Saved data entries
———
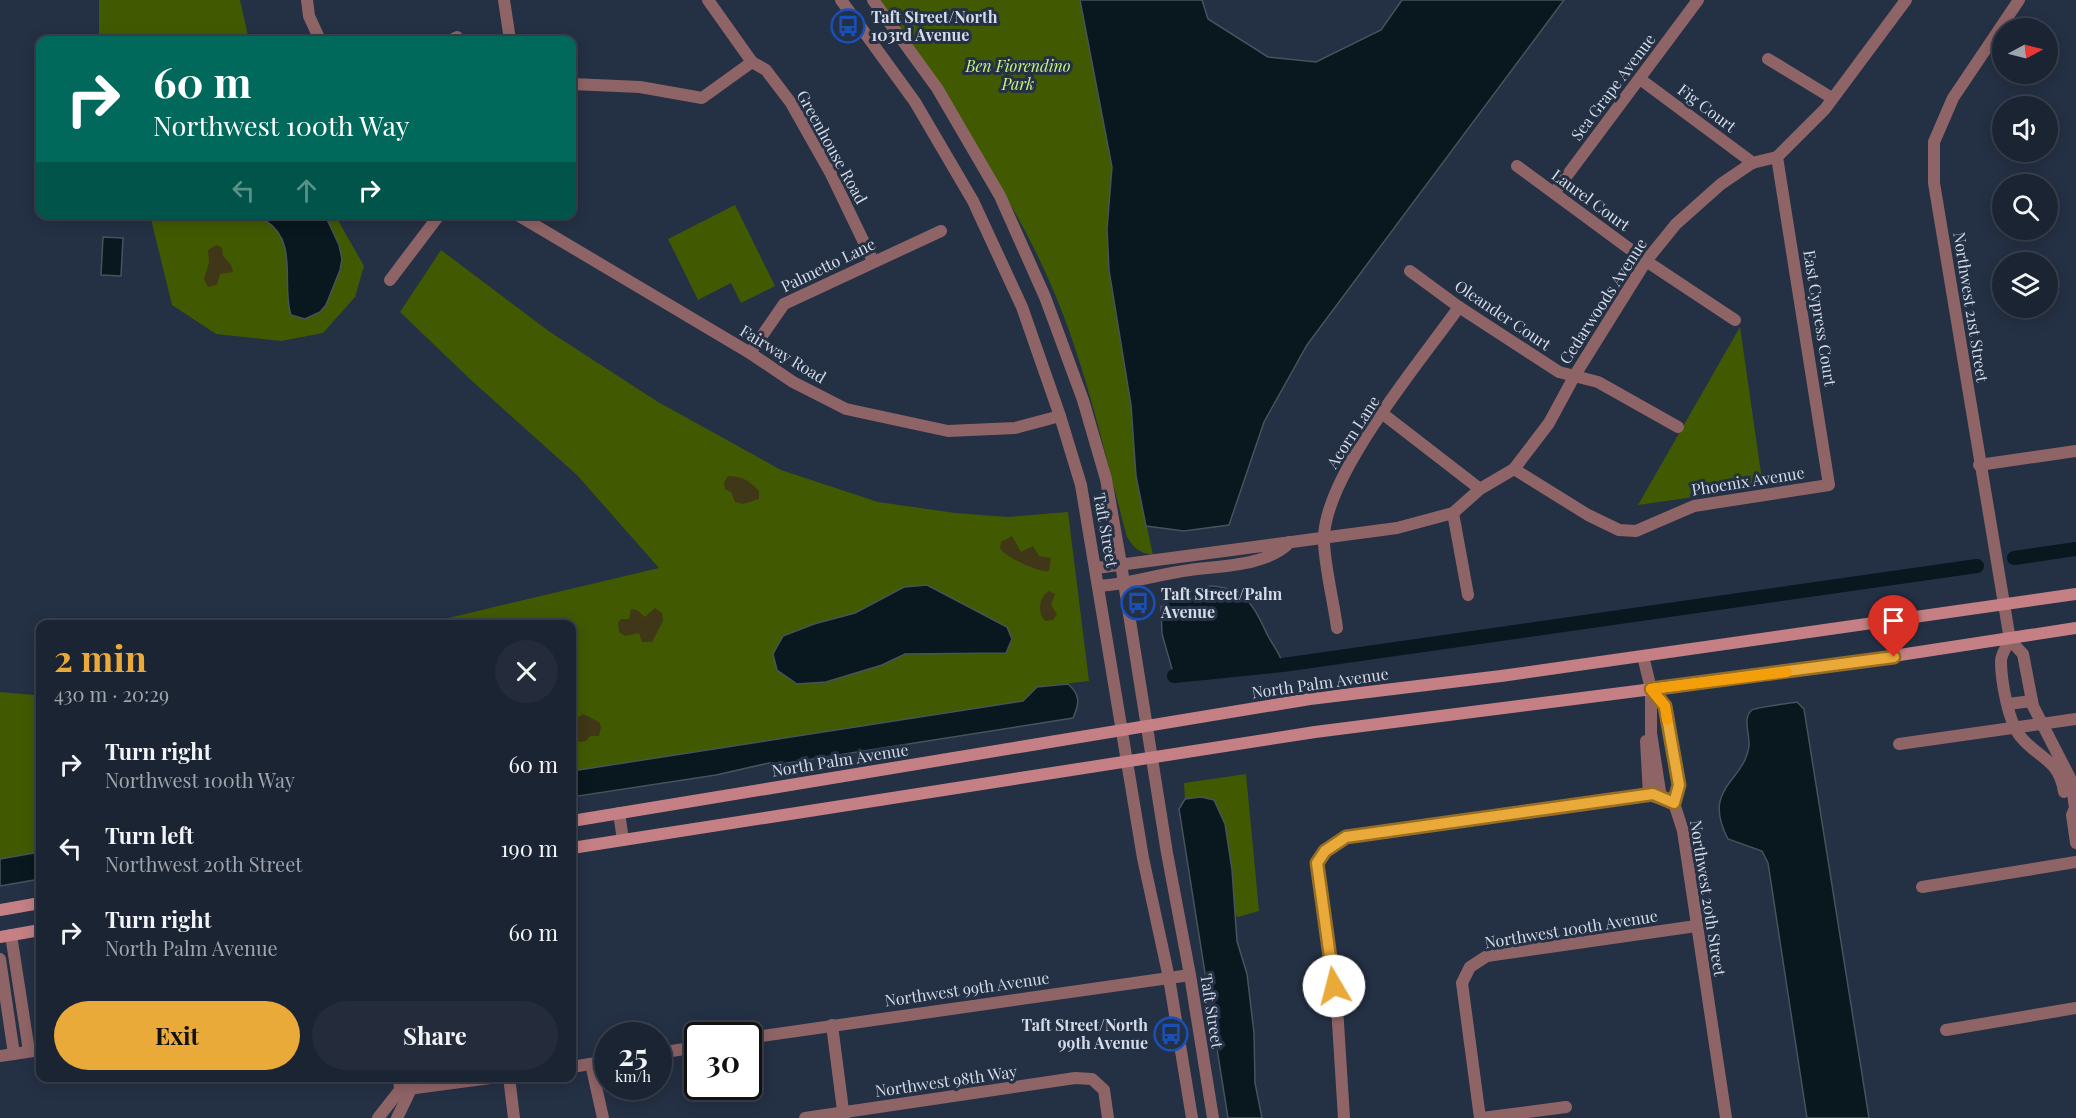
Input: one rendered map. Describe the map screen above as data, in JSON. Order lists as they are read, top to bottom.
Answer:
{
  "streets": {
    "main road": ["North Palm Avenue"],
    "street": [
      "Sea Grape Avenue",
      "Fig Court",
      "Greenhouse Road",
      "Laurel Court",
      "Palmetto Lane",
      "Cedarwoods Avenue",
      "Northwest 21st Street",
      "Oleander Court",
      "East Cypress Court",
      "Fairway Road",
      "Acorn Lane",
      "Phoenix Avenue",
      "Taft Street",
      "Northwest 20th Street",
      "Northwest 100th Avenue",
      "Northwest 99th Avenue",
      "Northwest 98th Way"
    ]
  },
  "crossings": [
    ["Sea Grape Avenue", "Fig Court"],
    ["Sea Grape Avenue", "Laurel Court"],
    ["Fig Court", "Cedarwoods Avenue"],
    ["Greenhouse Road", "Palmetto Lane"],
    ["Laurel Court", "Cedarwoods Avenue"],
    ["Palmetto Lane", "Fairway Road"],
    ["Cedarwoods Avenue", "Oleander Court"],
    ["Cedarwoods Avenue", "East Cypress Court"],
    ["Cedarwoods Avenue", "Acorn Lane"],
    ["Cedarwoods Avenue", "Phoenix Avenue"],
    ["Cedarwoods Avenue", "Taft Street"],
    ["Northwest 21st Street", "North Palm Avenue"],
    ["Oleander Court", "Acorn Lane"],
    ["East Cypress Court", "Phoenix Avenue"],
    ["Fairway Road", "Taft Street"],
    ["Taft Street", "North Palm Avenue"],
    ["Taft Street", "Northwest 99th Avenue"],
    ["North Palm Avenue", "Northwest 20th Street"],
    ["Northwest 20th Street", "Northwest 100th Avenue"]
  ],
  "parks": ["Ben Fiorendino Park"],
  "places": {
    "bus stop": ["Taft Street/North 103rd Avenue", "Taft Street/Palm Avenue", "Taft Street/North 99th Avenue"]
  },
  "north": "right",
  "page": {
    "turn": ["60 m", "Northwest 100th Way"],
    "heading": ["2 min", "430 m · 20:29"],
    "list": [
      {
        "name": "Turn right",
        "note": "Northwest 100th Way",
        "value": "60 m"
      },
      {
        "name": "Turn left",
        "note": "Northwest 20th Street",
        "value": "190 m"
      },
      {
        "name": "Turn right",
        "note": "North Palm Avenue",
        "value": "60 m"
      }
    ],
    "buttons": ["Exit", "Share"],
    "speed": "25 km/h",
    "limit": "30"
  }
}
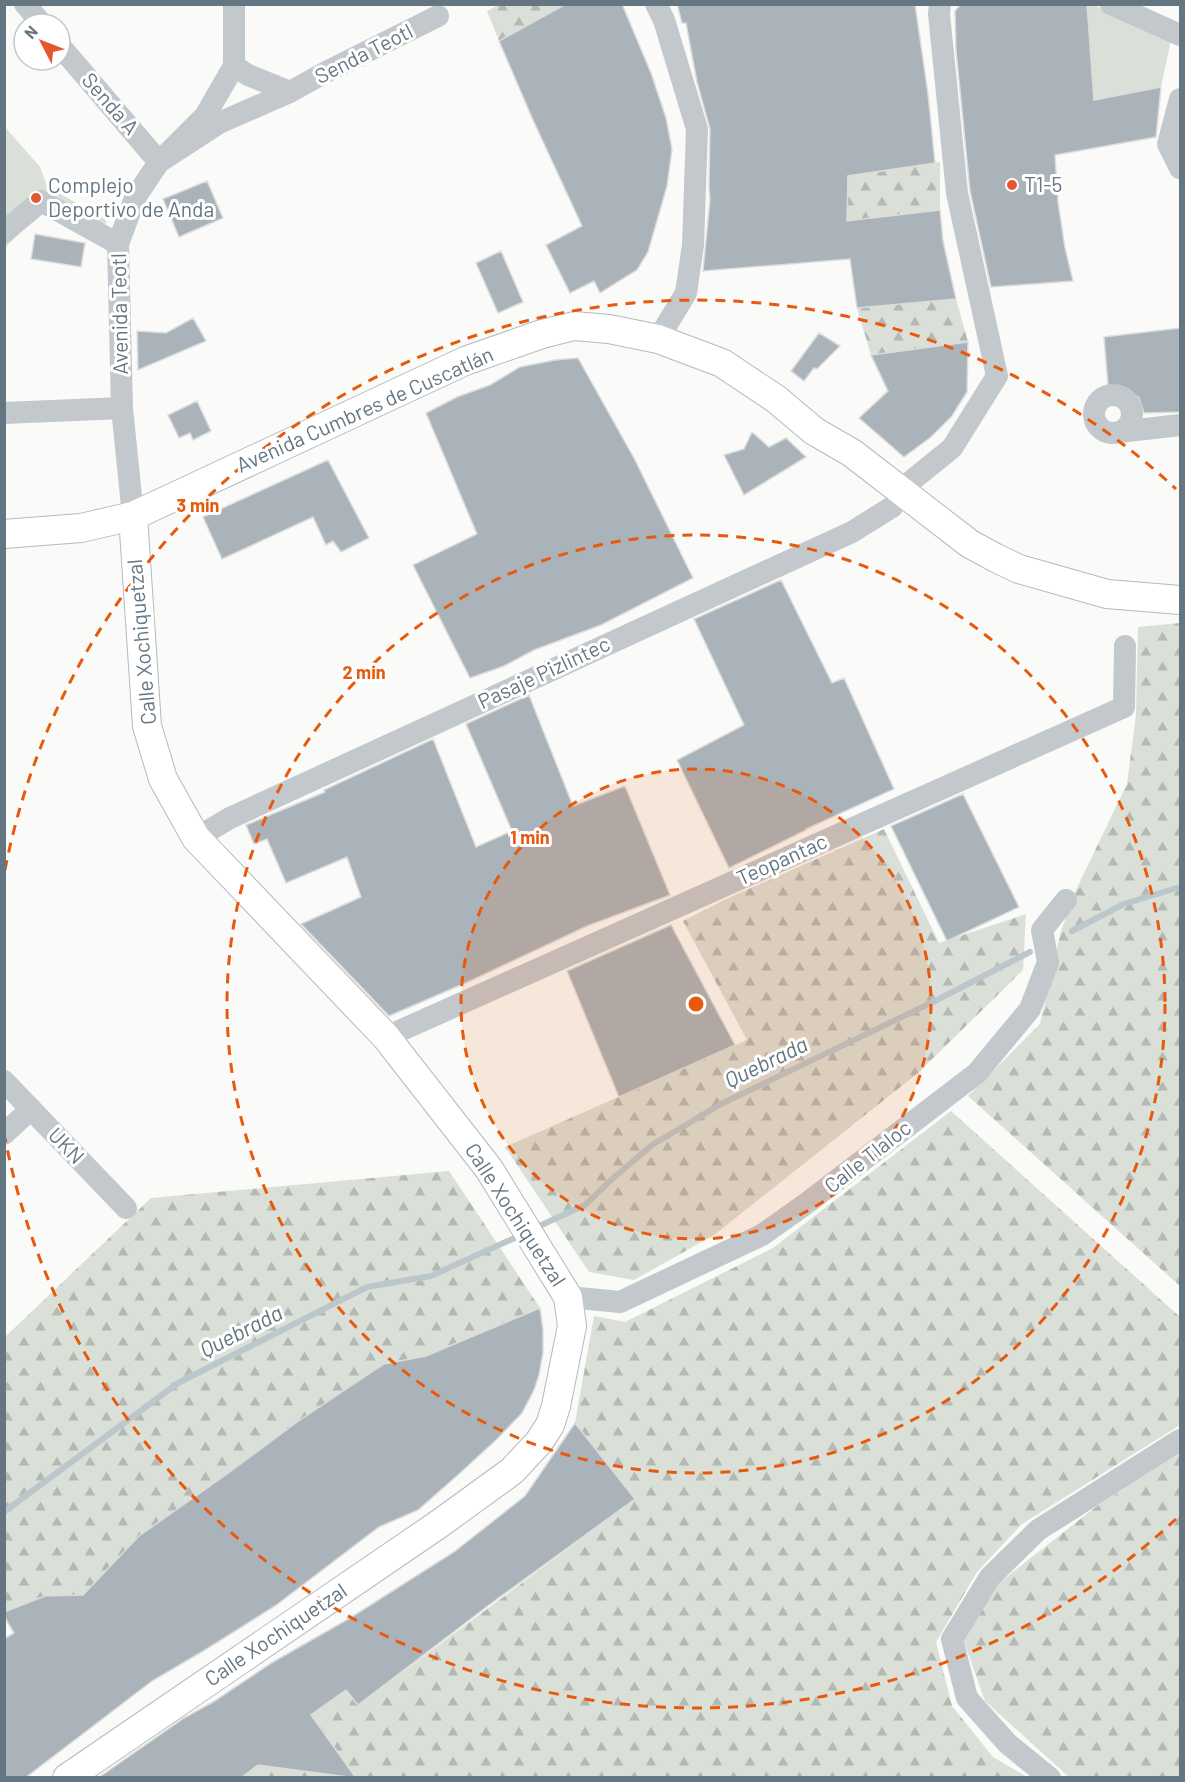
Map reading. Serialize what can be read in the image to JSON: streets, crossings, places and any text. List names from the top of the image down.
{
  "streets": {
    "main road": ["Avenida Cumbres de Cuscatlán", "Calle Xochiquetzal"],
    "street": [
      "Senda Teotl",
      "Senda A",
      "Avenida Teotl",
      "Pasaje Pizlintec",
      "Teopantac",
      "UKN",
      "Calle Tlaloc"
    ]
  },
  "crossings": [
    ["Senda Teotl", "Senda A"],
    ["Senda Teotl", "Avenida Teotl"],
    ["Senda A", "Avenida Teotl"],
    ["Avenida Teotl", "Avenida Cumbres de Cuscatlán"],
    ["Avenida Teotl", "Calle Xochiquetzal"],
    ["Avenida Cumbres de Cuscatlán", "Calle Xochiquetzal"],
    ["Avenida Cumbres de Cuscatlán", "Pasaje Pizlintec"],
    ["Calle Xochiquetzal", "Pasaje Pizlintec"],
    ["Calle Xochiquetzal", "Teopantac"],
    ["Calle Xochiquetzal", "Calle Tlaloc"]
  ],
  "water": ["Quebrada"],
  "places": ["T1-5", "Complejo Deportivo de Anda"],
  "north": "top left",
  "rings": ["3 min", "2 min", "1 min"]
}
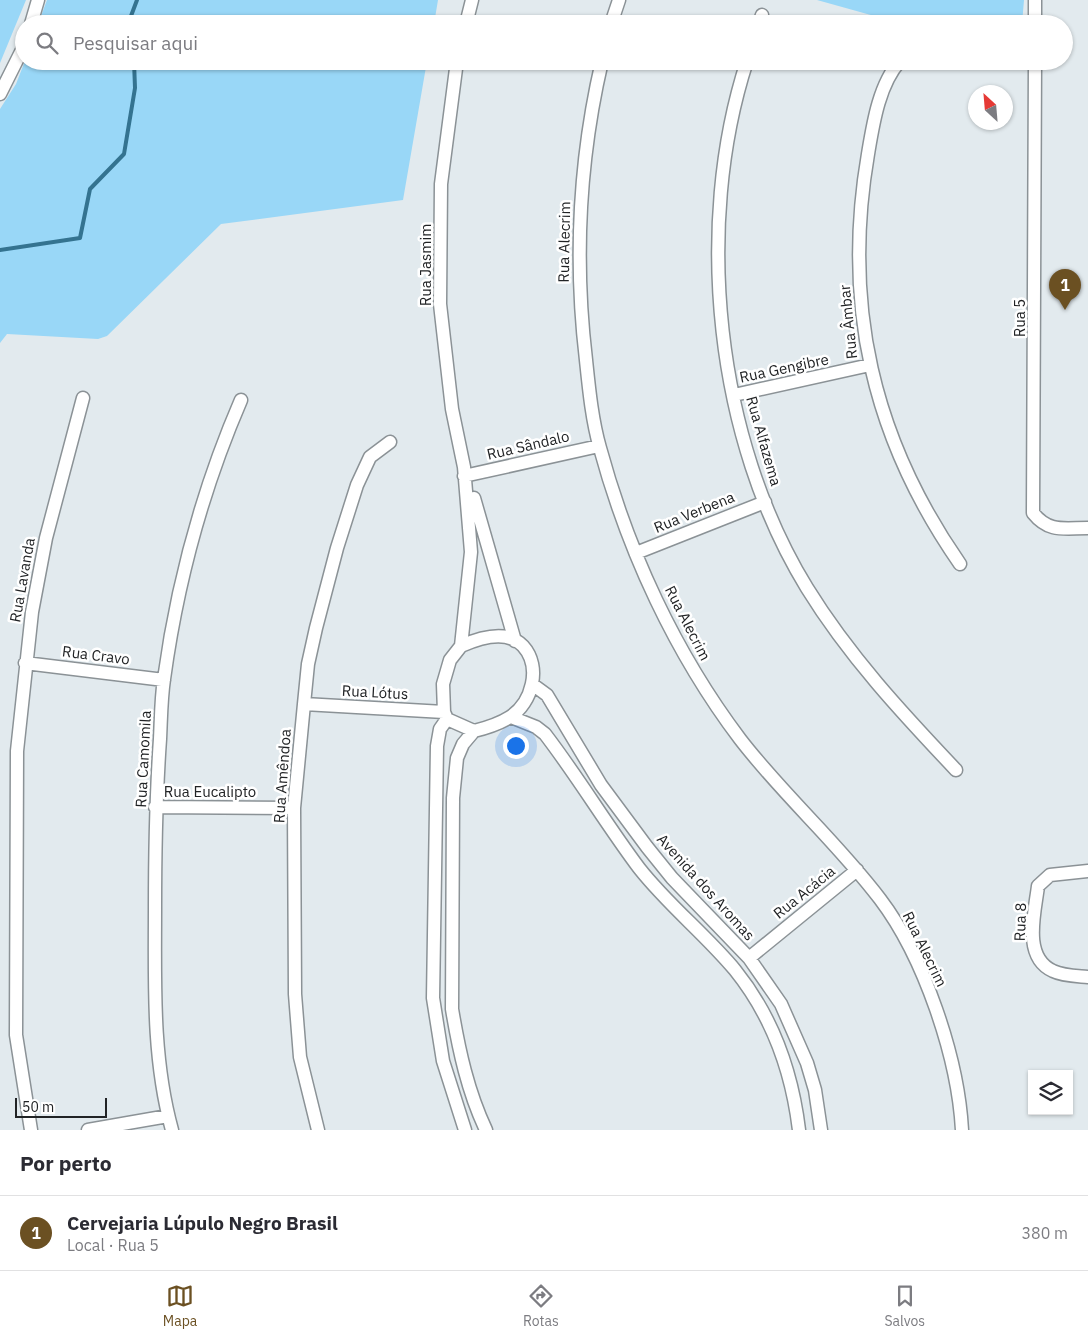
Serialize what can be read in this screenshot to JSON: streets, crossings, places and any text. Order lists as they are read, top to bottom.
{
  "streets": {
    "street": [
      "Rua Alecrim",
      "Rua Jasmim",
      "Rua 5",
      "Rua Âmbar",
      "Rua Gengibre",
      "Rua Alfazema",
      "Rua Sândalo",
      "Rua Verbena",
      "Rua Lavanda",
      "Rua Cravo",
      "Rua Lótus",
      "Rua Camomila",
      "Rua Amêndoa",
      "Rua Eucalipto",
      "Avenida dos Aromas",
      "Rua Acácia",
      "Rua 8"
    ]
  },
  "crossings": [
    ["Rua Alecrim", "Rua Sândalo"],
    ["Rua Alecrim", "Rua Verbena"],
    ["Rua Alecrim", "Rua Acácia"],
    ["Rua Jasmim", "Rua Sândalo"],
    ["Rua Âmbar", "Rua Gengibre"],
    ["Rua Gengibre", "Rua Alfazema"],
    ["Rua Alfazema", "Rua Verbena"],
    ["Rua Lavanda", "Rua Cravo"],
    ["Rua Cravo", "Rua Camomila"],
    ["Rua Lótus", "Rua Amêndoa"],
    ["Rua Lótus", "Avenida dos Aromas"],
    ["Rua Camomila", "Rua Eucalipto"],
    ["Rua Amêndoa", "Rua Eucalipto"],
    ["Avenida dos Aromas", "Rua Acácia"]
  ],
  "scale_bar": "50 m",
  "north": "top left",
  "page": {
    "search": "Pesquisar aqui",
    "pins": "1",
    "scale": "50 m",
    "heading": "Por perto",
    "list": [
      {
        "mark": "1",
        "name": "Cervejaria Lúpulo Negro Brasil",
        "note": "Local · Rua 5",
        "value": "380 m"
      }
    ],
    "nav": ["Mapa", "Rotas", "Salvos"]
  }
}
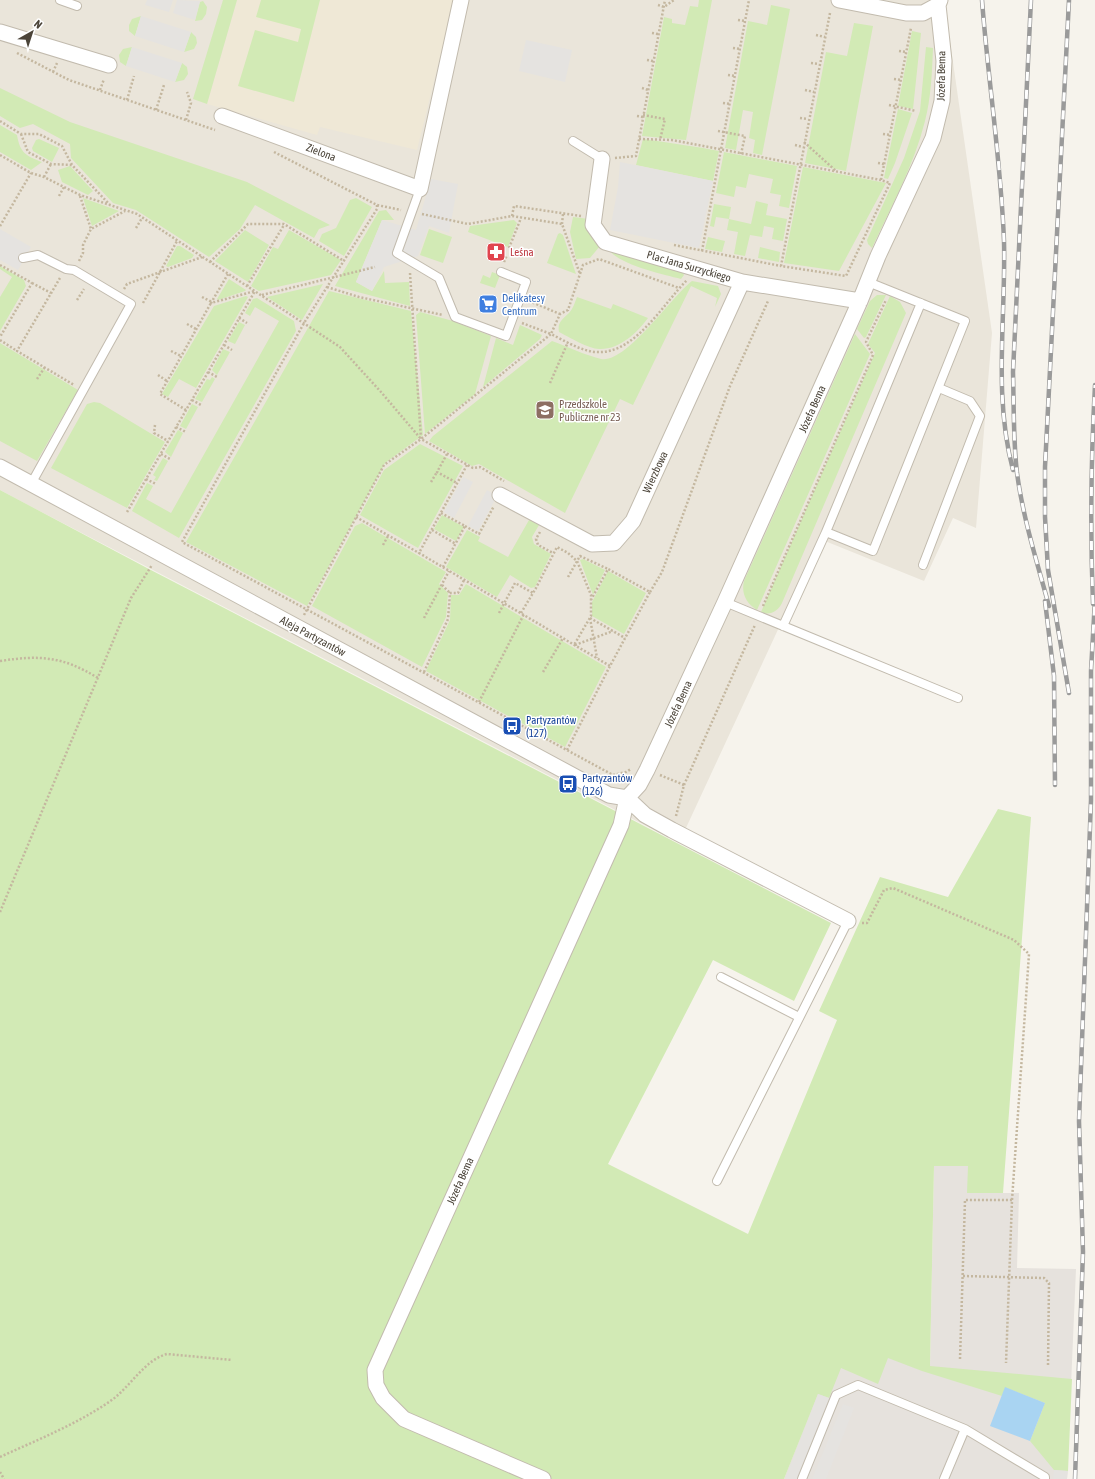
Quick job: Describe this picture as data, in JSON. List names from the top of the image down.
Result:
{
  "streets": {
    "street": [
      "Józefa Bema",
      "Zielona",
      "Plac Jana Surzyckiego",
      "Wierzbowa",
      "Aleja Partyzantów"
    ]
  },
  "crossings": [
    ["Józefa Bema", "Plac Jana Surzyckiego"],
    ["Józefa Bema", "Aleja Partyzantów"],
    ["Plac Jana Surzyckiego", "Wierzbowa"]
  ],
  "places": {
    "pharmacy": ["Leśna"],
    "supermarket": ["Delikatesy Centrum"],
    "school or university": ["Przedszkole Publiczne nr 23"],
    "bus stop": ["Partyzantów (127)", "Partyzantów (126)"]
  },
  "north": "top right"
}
———
• _Requirement_: Within the data above, find the lines that contain the word "Alfazema" and copy each of them.

• _Written response_:
      "Rua Alfazema",
    ["Rua Gengibre", "Rua Alfazema"],
    ["Rua Alfazema", "Rua Verbena"],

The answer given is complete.